- _What you will do_:
Going through the data, count each line that has the word "radius". Reply with the total and nothing more.

Stored data
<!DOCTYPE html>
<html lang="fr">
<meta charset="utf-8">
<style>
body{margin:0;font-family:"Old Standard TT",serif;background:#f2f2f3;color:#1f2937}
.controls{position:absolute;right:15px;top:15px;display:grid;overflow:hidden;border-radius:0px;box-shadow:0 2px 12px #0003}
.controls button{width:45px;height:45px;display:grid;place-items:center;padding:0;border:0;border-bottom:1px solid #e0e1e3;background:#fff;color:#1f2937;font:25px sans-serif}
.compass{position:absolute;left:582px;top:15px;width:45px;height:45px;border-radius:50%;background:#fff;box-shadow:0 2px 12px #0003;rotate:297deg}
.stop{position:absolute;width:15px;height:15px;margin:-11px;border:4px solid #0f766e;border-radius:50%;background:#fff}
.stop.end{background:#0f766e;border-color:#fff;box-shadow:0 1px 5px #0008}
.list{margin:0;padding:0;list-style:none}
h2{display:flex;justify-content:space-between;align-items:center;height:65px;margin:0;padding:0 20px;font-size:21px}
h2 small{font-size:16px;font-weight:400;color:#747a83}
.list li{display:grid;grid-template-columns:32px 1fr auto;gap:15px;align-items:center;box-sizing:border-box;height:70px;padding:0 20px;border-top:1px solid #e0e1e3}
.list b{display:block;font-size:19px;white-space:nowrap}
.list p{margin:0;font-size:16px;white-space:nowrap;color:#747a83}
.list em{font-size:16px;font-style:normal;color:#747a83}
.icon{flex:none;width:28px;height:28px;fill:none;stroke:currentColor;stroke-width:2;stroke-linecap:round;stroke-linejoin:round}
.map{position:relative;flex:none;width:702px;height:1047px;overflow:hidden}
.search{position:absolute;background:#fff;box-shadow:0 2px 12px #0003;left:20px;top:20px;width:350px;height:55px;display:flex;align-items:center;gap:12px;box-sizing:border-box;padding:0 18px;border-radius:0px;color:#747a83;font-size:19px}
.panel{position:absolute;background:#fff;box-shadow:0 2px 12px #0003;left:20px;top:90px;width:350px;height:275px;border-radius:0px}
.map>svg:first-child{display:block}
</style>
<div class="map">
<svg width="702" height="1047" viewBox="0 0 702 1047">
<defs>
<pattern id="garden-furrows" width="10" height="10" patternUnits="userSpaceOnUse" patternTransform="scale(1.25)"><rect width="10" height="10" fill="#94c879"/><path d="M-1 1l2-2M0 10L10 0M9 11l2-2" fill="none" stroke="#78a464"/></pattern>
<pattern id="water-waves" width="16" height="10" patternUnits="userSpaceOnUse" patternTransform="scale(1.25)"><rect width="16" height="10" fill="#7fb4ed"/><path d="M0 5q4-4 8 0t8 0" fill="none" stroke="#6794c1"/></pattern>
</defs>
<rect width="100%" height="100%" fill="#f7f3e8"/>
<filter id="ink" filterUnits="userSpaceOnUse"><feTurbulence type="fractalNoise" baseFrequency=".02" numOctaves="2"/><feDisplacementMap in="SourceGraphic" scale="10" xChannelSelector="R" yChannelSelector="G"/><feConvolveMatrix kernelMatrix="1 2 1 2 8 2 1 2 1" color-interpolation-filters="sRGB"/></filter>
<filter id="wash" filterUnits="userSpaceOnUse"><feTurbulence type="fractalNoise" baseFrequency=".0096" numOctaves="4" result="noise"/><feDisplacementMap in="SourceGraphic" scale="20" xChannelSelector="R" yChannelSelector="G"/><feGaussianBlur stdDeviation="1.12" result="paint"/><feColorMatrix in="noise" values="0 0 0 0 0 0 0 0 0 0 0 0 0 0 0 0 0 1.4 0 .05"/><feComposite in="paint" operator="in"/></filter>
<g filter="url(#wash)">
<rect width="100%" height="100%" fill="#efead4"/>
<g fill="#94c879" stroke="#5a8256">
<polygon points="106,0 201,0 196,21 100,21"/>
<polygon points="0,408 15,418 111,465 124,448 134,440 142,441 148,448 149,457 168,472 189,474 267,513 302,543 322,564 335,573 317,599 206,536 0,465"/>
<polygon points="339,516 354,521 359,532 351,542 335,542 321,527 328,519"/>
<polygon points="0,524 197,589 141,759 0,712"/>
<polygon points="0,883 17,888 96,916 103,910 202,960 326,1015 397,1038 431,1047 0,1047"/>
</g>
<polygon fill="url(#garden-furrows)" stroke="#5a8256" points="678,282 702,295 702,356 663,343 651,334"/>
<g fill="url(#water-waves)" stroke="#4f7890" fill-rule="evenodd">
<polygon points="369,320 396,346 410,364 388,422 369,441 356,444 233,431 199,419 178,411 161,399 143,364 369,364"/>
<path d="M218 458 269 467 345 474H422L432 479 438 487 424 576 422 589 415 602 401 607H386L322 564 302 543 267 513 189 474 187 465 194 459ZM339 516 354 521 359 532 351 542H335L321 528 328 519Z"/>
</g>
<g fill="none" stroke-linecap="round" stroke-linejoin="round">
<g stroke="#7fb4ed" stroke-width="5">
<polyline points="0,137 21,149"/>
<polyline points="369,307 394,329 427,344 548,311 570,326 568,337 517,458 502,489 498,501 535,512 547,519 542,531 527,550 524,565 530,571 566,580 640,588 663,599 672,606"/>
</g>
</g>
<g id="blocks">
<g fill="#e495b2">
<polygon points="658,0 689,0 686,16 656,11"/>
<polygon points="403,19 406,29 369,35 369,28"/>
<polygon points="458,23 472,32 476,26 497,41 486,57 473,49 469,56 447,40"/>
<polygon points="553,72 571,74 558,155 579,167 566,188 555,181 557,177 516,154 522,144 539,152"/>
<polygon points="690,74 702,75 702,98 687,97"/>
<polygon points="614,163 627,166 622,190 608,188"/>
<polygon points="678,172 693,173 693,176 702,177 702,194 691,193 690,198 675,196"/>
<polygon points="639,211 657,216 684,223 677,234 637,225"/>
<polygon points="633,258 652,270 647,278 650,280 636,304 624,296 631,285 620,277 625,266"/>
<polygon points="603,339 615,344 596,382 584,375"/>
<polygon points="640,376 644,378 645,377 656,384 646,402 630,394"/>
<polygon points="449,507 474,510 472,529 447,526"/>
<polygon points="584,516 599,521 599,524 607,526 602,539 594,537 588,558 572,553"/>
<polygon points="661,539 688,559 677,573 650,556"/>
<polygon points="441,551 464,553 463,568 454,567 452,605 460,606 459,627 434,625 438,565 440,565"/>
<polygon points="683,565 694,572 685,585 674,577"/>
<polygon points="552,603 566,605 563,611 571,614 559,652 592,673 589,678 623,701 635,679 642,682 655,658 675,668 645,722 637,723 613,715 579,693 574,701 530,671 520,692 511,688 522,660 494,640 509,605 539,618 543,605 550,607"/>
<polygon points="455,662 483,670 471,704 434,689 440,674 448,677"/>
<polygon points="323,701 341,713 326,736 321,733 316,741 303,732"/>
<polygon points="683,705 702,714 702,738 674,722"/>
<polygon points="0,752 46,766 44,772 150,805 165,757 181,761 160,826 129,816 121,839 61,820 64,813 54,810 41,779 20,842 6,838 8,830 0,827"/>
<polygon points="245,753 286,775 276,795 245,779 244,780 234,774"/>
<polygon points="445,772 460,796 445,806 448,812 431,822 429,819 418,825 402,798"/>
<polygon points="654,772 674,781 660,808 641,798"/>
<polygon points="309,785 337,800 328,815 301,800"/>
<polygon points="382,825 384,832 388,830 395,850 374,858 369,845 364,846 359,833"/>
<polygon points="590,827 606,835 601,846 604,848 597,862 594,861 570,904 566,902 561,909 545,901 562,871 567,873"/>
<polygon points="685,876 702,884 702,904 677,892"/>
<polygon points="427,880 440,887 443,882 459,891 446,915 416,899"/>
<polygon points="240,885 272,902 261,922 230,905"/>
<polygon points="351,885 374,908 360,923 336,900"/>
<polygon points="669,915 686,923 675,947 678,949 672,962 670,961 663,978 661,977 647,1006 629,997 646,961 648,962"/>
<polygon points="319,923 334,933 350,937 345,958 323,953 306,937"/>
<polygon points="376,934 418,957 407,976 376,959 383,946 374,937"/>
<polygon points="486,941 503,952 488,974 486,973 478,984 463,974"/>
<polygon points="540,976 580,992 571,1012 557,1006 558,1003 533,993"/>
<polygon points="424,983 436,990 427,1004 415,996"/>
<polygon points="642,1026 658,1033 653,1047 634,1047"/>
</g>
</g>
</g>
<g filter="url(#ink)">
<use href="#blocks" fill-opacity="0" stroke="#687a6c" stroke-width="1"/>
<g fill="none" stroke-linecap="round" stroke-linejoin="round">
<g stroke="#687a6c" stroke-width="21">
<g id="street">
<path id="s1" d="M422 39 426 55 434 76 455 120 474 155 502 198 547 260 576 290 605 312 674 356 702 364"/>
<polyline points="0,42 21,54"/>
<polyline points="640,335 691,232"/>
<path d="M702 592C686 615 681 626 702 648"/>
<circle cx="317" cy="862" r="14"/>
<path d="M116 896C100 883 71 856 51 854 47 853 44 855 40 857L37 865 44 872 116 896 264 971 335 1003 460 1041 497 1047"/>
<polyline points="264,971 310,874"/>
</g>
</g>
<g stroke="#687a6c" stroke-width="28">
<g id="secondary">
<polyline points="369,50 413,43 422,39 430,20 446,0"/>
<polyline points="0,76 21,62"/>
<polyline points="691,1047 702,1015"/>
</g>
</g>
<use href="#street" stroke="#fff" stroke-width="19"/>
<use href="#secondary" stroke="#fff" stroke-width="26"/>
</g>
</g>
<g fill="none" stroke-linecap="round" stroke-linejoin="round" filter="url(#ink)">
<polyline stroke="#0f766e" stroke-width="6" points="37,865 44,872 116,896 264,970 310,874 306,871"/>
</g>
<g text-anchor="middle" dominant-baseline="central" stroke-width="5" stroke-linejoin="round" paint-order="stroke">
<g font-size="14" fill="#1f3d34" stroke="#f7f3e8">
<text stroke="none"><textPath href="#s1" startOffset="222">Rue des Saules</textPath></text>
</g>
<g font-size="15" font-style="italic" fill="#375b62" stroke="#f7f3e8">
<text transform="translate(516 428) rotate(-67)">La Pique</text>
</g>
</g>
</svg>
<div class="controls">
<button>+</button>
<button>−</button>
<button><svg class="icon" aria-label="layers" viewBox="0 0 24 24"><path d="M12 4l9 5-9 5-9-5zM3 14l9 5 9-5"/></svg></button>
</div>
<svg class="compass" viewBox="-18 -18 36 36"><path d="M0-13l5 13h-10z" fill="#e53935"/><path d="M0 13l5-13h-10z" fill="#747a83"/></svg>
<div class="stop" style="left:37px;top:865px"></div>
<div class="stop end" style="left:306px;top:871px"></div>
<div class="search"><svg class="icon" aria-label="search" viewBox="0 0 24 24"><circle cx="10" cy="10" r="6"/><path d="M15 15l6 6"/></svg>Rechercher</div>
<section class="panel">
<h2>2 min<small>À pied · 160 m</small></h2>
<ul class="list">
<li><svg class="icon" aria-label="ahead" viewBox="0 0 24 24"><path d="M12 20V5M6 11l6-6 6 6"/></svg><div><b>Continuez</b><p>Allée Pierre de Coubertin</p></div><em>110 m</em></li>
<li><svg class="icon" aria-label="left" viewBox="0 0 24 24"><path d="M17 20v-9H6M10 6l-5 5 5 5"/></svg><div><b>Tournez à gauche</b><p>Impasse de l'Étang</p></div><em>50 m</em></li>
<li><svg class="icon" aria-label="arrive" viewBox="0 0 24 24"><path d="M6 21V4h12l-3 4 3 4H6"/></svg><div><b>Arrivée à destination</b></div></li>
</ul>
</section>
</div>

- _Solved problem_:
5